The greatest reduction in MTCT will occur only when prevention programs that integrate antiretroviral treatment and safe alternatives to breast feeding are implemented. In the case of women in the developing world, many barriers remain. As mentioned previously, the use of perinatal antiretroviral therapy is not available to many pregnant or nursing HIV-positive women. In the developed world, HIV-positive mothers are advised to use replacement feeding or formula for their newborns. But replacement formula, while much cheaper than antiretroviral therapy, still is prohibitively expensive or unavailable to many women in developing countries. In addition, the correct usage of formula is also complicated in developing settings by various factors including, for example, the need for a reliable supply of clean water. Another complication derives from general confusion about the merits of formula, owing in large part to publicity about an ongoing international boycott against Nestlé, whose aggressive promotion throughout the 1970s of formula in developing settings became associated with infant illness and mortality. (A good source document is the World Health Organization's "International Code on the Marketing of Breast Milk Substitutes.")
Nevertheless, some infant feeding strategies that may reduce risk of MTCT can be used in developing settings (social and cultural norms notwithstanding; see section below entitled "Barriers to Formula Feeding in the Developing World"). For example, if formula is available and if the environment supports its sustained use throughout the appropriate time period, then the strong recommendation is for women to formula feed. Women who choose to formula feed in developing countries where it is unusual will need special support if they choose not to breast feed, as will women who make another nontraditional choice to breast feed exclusively -- another strategy that has been proposed to reduce MTCT.
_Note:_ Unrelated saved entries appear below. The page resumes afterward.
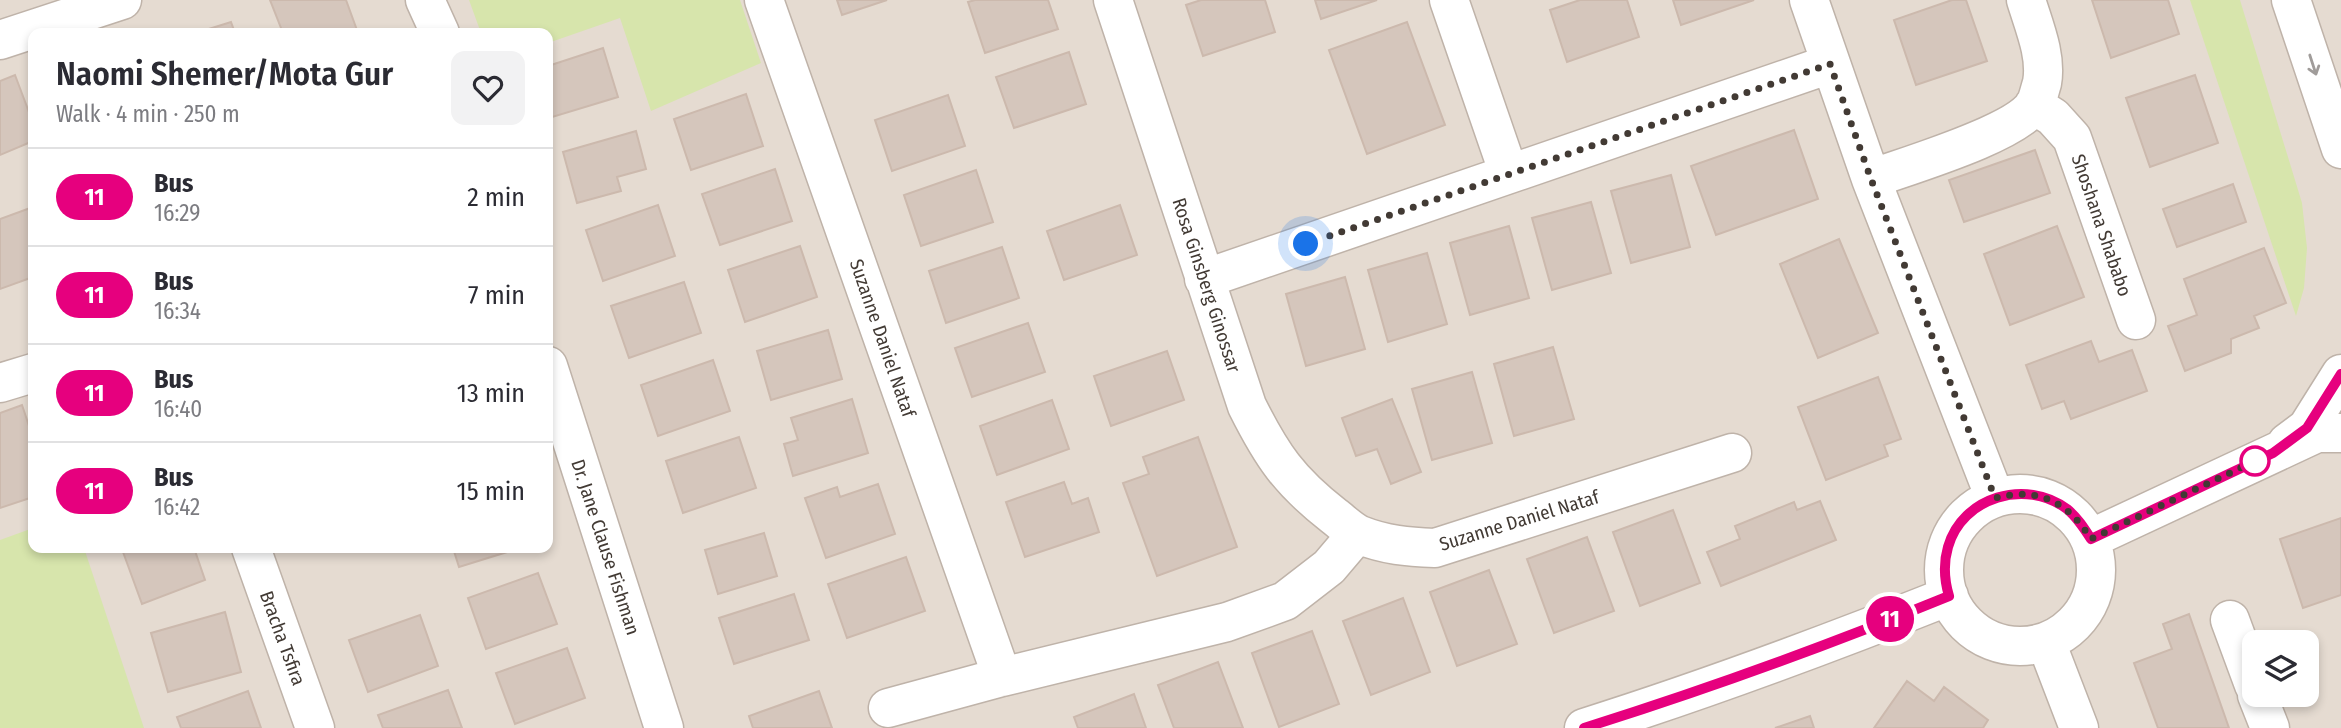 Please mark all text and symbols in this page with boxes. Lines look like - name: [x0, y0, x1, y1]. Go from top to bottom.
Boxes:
- button: heart: [451, 51, 525, 125]
- one-way arrow: [2308, 53, 2320, 75]
- text: Naomi Shemer/Mota Gur: [56, 54, 393, 94]
- text: Walk · 4 min · 250 m: [56, 100, 240, 128]
- street label: Shoshana Shababo: [2066, 151, 2137, 299]
- text: Bus: [154, 168, 193, 199]
- text: 2 min: [467, 182, 525, 213]
- text: 11: [85, 183, 104, 211]
- street label: Rosa Ginsberg Ginossar: [1167, 195, 1246, 376]
- text: 16:29: [154, 199, 200, 227]
- your location: [1288, 226, 1323, 261]
- street label: Suzanne Daniel Nataf: [845, 256, 921, 421]
- text: Bus: [154, 266, 193, 297]
- text: 7 min: [468, 280, 525, 311]
- text: 11: [85, 281, 104, 309]
- text: 16:34: [154, 297, 201, 325]
- text: Bus: [154, 364, 193, 395]
- text: 13 min: [457, 378, 525, 409]
- text: 11: [85, 379, 104, 407]
- text: 16:40: [154, 395, 202, 423]
- unlabelled marker: [2240, 446, 2270, 476]
- street label: Dr. Jane Clause Fishman: [566, 456, 645, 638]
- text: Bus: [154, 462, 193, 493]
- text: 15 min: [457, 476, 525, 507]
- text: 11: [85, 477, 104, 505]
- street label: Suzanne Daniel Nataf: [1437, 485, 1603, 556]
- text: 16:42: [154, 493, 200, 521]
- street label: Bracha Tsfira: [255, 588, 310, 689]
- line badge: 11: [1858, 596, 1922, 642]
- text: 11: [1880, 605, 1900, 633]
- map controls: [2242, 630, 2319, 707]
- button: layers: [2242, 630, 2319, 707]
In their study, Dr. Coutsoudis and colleagues evaluated the relative risks of different types of infant feeding in Durban, where the standard developed-world recommendation that HIV-positive women simply avoid breast feeding is not relevant (for various reasons, discussed below). The investigators looked at patterns of breast feeding, comparing MTCT rates in three groups of infants who were exclusively breast fed (EBF), mixed fed (MF), and formula fed (FF). (Participants were already enrolled in a trial looking at the influence of vitamin A supplementation on MTCT.) The distinctions between the three groups are important; mixed feeding means that mothers gave their babies foodstuffs in addition to breast milk, while formula feeding means that infants were never breast fed. The investigators documented the infant feeding practices of 549 HIV-positive women and then compared the MTCT of HIV between the three groups at different intervals.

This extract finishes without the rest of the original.